Dataset excerpts:
┏━━
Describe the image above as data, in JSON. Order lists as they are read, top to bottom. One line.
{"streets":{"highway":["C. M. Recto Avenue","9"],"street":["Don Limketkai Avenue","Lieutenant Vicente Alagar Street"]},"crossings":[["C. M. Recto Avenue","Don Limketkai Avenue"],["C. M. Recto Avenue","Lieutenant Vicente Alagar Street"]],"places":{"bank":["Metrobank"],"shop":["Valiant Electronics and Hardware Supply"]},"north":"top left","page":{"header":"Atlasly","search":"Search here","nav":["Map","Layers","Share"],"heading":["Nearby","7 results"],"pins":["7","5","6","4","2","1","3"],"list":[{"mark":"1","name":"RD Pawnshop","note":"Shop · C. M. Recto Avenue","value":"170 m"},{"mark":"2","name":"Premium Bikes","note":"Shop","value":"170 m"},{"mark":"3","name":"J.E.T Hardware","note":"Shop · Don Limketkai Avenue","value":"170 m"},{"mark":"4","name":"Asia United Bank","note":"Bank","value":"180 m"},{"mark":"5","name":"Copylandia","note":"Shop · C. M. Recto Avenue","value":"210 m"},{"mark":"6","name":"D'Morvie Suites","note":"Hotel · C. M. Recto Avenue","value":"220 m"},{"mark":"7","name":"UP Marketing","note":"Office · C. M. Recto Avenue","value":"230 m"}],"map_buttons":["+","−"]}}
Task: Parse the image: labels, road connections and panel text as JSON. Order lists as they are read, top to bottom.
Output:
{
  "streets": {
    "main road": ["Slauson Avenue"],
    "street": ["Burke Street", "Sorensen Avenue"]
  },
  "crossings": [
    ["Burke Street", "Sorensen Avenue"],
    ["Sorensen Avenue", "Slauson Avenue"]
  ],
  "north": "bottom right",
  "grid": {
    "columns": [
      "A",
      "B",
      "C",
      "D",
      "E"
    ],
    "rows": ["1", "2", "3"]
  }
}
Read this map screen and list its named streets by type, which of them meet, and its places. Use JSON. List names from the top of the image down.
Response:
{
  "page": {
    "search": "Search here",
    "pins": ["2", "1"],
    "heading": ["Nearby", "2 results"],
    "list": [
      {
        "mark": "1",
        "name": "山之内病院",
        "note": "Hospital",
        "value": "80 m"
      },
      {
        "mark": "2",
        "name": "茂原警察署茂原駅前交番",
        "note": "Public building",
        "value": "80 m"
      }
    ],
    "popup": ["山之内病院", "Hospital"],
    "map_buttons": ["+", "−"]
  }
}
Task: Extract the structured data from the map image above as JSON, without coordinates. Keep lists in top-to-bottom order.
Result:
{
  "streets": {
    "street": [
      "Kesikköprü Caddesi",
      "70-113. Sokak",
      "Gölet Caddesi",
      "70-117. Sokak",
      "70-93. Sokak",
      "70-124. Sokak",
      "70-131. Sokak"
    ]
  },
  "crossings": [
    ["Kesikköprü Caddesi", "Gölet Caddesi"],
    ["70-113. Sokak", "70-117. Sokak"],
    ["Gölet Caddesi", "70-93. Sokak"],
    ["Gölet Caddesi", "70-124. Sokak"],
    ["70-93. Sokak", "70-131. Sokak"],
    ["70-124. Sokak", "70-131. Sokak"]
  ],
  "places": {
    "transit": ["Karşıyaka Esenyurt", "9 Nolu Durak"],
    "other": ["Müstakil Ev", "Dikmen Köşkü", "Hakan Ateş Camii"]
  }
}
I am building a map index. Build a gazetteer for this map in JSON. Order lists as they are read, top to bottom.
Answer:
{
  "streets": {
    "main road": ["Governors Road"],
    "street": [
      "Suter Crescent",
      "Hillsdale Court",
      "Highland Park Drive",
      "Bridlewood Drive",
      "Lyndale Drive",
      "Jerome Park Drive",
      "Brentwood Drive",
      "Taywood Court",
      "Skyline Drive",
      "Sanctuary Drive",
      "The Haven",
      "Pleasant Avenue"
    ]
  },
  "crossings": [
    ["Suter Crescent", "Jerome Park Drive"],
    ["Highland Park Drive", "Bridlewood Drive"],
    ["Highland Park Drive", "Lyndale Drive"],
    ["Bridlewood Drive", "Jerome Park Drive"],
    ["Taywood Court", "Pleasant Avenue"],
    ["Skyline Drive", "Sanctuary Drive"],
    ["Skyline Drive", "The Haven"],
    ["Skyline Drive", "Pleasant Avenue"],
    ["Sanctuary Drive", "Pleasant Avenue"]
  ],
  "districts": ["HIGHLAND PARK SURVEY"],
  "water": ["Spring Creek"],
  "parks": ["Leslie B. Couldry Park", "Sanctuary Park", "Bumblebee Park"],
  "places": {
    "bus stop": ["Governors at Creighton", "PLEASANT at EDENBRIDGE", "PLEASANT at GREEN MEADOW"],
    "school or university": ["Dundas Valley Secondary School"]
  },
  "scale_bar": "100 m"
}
┗━━
EXERCISE INSTRUCTIONS: Restate word for word the lines of the data above, starting at the line containing "Task: Extract the" and ending at the line containing "I am building", both included, and nothing more.

FINAL ANSWER:
Task: Extract the structured data from the map image above as JSON, without coordinates. Keep lists in top-to-bottom order.
Result:
{
  "streets": {
    "street": [
      "Kesikköprü Caddesi",
      "70-113. Sokak",
      "Gölet Caddesi",
      "70-117. Sokak",
      "70-93. Sokak",
      "70-124. Sokak",
      "70-131. Sokak"
    ]
  },
  "crossings": [
    ["Kesikköprü Caddesi", "Gölet Caddesi"],
    ["70-113. Sokak", "70-117. Sokak"],
    ["Gölet Caddesi", "70-93. Sokak"],
    ["Gölet Caddesi", "70-124. Sokak"],
    ["70-93. Sokak", "70-131. Sokak"],
    ["70-124. Sokak", "70-131. Sokak"]
  ],
  "places": {
    "transit": ["Karşıyaka Esenyurt", "9 Nolu Durak"],
    "other": ["Müstakil Ev", "Dikmen Köşkü", "Hakan Ateş Camii"]
  }
}
I am building a map index. Build a gazetteer for this map in JSON. Order lists as they are read, top to bottom.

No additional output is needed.